Imagine my reaction, in bullet time. Eyes going wide, hands reaching out to pull her back, mouth opening to make way for the silent shout that is rising in my throat.

Imagine what happens, in real time. She reaches the open space, grabs the rolling pin, and starts rolling.

Yes, she obviously could not roll 3 rotis per minute.

Yes, she didn't have eyes boring down on her to pick on her mistakes - when you're that young they are more inclined to praise you than chide you (yes, I'm bitter, deal with it).

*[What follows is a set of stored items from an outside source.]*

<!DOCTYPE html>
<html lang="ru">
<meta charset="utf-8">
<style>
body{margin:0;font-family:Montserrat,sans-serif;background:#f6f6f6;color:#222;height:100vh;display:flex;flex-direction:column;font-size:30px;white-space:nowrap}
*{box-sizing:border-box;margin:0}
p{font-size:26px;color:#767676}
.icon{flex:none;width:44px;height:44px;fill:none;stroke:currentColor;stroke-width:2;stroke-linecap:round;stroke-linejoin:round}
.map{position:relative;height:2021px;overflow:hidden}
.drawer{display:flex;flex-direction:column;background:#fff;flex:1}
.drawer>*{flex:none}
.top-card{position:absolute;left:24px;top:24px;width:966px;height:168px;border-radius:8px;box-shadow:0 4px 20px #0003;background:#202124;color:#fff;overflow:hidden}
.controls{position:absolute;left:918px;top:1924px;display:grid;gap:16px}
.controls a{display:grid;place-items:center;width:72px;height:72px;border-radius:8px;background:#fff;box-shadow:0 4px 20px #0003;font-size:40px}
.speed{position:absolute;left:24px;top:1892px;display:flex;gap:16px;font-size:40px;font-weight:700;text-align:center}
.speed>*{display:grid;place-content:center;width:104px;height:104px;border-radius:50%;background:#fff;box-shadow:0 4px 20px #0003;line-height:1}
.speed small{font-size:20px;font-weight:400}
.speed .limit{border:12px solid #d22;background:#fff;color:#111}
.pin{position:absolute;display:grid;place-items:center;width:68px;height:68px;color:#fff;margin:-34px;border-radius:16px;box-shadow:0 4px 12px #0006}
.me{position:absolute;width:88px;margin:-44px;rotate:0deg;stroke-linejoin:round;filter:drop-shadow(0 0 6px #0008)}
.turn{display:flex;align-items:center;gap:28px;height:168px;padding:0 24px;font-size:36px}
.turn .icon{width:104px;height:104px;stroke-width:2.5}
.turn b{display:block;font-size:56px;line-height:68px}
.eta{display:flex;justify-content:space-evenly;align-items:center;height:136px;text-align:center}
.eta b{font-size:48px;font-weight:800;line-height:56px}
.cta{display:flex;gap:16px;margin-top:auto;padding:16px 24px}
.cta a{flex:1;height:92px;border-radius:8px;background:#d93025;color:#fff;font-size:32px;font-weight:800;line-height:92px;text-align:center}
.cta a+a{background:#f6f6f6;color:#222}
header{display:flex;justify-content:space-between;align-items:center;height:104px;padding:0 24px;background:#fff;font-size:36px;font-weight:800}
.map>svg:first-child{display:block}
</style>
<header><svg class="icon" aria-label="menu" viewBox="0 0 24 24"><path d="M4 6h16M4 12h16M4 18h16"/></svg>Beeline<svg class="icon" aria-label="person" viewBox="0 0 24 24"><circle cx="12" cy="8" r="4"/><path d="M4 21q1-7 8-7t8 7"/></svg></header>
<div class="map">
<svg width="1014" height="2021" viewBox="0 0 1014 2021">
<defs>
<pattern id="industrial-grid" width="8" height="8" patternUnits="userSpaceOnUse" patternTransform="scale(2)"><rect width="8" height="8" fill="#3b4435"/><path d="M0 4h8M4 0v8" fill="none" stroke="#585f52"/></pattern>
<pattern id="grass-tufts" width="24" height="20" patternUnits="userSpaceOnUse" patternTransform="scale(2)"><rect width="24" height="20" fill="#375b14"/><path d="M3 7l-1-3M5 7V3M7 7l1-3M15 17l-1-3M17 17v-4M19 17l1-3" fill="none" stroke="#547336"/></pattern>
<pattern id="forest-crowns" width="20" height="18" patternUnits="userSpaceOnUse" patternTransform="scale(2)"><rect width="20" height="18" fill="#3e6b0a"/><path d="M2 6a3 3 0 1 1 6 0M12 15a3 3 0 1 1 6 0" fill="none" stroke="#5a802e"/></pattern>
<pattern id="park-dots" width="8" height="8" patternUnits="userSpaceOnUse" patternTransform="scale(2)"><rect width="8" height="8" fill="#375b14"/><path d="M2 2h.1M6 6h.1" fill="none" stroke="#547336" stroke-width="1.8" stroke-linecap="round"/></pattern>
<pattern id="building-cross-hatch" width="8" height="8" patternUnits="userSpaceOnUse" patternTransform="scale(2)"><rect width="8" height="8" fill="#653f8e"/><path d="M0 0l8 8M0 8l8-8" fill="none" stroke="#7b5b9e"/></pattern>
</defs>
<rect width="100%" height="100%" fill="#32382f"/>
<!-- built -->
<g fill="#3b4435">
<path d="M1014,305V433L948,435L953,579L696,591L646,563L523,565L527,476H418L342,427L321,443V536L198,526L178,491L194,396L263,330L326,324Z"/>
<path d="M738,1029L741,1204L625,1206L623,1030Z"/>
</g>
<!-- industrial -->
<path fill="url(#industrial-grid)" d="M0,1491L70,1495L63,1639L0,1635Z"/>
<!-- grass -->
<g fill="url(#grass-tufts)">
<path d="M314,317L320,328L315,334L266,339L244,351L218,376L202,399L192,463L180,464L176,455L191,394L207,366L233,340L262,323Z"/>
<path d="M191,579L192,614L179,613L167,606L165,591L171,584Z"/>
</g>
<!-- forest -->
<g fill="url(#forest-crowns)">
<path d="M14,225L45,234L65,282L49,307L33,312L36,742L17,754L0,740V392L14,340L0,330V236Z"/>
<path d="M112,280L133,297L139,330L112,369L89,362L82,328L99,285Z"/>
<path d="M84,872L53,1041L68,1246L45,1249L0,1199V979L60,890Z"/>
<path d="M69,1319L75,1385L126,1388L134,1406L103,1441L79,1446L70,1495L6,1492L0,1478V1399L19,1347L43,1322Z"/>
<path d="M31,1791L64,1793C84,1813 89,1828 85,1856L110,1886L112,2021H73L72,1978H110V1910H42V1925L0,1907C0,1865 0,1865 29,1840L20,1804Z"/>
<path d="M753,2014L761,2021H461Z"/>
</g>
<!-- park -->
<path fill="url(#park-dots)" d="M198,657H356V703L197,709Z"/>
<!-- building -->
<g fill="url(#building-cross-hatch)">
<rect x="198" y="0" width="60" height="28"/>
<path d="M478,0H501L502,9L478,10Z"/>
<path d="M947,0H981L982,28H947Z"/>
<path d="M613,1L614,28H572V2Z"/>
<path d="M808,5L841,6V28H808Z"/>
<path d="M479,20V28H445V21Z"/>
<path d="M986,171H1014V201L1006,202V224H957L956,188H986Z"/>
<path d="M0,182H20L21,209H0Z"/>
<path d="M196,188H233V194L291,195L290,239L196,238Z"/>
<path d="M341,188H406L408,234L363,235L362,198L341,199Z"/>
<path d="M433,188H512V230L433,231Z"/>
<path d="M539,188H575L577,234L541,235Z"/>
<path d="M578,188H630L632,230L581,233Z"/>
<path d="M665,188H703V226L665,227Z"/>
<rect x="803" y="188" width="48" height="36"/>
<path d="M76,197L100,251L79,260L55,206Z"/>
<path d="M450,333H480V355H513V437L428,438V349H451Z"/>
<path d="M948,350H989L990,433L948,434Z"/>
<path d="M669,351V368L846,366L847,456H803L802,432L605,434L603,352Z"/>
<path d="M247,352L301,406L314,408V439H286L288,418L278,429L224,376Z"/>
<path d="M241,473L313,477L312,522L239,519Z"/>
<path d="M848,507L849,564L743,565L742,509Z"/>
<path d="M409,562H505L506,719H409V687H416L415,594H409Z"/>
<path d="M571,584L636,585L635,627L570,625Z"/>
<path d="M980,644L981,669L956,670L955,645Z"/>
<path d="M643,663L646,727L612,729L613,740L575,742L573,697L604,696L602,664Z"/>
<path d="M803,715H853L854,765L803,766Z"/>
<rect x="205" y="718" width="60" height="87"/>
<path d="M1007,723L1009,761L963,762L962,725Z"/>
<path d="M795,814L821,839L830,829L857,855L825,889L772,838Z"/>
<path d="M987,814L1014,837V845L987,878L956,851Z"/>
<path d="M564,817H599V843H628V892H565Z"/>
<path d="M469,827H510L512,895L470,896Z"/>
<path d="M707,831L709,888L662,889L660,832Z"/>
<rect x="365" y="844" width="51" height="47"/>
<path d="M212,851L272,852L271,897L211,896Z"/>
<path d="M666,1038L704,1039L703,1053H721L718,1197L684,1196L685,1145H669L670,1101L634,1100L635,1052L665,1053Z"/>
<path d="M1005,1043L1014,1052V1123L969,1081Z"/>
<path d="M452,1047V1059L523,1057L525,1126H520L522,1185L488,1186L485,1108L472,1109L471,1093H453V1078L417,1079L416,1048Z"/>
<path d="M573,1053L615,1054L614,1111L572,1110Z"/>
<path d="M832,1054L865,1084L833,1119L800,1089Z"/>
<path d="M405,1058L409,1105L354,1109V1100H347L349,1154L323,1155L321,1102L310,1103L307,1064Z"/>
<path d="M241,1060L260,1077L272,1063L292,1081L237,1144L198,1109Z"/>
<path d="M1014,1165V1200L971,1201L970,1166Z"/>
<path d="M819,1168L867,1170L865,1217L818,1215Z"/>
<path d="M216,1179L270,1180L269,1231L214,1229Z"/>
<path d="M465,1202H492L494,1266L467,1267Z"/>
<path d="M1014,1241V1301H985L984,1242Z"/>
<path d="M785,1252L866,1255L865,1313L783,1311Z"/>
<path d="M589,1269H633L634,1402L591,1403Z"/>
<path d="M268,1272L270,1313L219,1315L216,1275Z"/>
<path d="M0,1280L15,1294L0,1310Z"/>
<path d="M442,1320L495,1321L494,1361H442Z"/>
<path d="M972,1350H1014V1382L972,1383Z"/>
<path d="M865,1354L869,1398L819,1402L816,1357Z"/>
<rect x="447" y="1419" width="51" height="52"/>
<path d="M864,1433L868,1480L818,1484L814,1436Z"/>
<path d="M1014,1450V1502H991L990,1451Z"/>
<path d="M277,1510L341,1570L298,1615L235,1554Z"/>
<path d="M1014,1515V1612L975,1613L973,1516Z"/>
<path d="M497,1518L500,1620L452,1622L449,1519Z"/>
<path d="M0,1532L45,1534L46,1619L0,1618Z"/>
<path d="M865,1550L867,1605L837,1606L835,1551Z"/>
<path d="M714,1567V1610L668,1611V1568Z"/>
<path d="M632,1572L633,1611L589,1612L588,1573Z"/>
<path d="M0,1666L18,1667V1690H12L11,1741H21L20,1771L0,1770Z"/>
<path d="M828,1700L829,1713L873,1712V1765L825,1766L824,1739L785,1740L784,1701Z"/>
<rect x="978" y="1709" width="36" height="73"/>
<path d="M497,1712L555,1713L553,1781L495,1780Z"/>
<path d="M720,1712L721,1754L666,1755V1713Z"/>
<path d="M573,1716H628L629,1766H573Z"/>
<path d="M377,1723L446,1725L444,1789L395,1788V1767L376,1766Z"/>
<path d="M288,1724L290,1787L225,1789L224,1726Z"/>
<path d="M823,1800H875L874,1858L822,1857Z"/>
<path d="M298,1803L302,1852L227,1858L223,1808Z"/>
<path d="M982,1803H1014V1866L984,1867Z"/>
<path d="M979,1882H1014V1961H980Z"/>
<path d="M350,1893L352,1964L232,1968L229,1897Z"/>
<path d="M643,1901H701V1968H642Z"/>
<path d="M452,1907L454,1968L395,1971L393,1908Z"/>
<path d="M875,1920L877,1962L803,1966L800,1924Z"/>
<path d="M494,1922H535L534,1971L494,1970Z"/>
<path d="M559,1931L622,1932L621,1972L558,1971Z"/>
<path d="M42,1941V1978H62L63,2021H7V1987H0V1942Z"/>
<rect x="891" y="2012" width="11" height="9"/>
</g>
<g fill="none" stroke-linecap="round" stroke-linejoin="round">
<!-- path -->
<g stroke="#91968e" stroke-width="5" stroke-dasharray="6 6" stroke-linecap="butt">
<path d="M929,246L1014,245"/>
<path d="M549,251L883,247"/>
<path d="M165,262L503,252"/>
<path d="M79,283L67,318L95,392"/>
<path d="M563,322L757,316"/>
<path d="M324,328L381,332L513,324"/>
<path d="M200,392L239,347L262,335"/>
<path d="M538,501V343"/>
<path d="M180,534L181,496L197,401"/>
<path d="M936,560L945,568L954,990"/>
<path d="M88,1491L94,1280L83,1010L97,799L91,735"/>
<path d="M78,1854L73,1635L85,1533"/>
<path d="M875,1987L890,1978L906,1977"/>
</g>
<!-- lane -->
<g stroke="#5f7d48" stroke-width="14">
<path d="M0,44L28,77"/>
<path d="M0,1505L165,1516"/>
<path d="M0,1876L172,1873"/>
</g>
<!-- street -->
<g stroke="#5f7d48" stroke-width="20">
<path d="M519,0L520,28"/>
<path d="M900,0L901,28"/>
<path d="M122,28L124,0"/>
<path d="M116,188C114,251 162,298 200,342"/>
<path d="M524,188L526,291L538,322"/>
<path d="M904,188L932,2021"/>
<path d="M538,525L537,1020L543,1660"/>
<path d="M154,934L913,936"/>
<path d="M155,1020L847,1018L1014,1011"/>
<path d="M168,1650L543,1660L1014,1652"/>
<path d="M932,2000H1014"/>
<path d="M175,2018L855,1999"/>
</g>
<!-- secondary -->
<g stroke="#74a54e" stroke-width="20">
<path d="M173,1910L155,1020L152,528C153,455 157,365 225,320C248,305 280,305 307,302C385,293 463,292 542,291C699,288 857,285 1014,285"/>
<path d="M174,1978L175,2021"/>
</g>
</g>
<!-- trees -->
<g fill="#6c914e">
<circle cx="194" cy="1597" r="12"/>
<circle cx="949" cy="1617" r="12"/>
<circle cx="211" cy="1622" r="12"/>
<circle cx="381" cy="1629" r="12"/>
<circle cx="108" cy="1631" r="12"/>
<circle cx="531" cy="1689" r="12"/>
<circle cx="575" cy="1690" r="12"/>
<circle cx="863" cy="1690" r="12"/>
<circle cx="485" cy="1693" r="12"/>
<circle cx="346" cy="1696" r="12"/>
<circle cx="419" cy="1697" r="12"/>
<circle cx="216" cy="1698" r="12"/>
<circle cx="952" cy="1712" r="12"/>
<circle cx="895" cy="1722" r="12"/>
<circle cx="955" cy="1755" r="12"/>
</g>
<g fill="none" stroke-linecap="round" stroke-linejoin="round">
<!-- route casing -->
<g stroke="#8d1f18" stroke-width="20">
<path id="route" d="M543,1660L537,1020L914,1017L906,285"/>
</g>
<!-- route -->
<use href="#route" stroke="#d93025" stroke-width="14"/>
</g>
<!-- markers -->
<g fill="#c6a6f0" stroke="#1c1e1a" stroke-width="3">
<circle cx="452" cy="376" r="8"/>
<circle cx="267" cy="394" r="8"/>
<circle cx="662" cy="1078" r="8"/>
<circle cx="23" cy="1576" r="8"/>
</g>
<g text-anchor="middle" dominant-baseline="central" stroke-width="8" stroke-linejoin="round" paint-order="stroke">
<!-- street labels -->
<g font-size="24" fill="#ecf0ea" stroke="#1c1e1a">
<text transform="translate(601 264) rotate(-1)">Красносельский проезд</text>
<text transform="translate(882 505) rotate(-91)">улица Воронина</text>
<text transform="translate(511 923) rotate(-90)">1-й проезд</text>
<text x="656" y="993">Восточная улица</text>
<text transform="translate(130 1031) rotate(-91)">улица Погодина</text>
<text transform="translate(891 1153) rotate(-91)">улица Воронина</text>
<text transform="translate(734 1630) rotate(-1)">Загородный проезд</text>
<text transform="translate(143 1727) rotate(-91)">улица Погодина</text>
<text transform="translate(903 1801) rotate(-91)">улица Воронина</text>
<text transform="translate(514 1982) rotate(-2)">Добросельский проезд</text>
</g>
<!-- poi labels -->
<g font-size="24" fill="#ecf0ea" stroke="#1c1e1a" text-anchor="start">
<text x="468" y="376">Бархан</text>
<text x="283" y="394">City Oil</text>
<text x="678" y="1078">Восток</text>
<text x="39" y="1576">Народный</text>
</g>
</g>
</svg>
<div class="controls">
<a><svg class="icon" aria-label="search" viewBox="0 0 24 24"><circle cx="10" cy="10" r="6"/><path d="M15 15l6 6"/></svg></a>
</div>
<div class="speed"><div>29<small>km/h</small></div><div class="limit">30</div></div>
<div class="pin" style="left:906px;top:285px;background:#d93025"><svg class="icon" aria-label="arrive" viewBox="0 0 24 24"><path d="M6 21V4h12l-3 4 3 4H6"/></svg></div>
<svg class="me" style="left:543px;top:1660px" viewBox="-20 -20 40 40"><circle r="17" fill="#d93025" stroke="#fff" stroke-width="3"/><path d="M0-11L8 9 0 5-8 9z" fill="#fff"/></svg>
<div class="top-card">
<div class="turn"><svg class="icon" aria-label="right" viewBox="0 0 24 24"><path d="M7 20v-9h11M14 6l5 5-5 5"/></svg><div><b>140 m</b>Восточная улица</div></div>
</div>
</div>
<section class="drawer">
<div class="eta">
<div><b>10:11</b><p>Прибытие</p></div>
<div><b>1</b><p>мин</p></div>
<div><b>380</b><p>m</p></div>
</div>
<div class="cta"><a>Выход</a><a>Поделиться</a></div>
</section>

Yes, there was perhaps a little too much/ too little dry flour on her rotis that hindered her rolling activity.

BUT. Oh, the crucial BUT.

They were ROUND.

As round as a merry-go-round, as round as a Gurdwara bowl, as round as Po the Panda.



I won't even say as round as the Earth because apparently that's an oblate spheroid, and no, Sukhsharan's rotis were most certainly NOT oblate.

Here, a realisation.

I knew I could not make rotis like that

And without round rotis under my veylna (rolling pin), how-oh-how was I going to add the Roti-Triumph feather to my chunni?

I was being dragged off the track of my home run, that same track that generations before me had run on and Triumphed on, and I was helpless. Oh the shame I would bring to my family! 

And thus, in this dramatic, curtain-parting, floodlights-shining, earth-rumbling way, out of the womb of insecurity and fed on fear of watchful eyes, a phobia was born. Roundrotiphobia.

Would the ground just open up and swallow the 9-12 year old me now, please.

~ to be continued (time needed resurface from ground-swallowing) ~

Note to reader: I draw your attention again to an earlier sentence: "And that, in a nutshell, is an overly generalised, intensely exaggerated, and substantially fantasised view of the process of making a roti." Emphasis on "overly", "intensely", and "substantially". Please do not take my breakdown of this seva literally. Please instead, laugh. At me, if you will. Thank you.

1 comment:

Ash said...

Bahahahahahah I am stage(vel-ing? what stage was that) phobic lol (although, when we went to Harmandir Sahib, and mum took me to the langgar area, to my freaked outness I had to go to that department and a really nice baba ji helped me with vel-ing and did not laugh at me). Success. My favourites are pedey making and breaking hehehehe.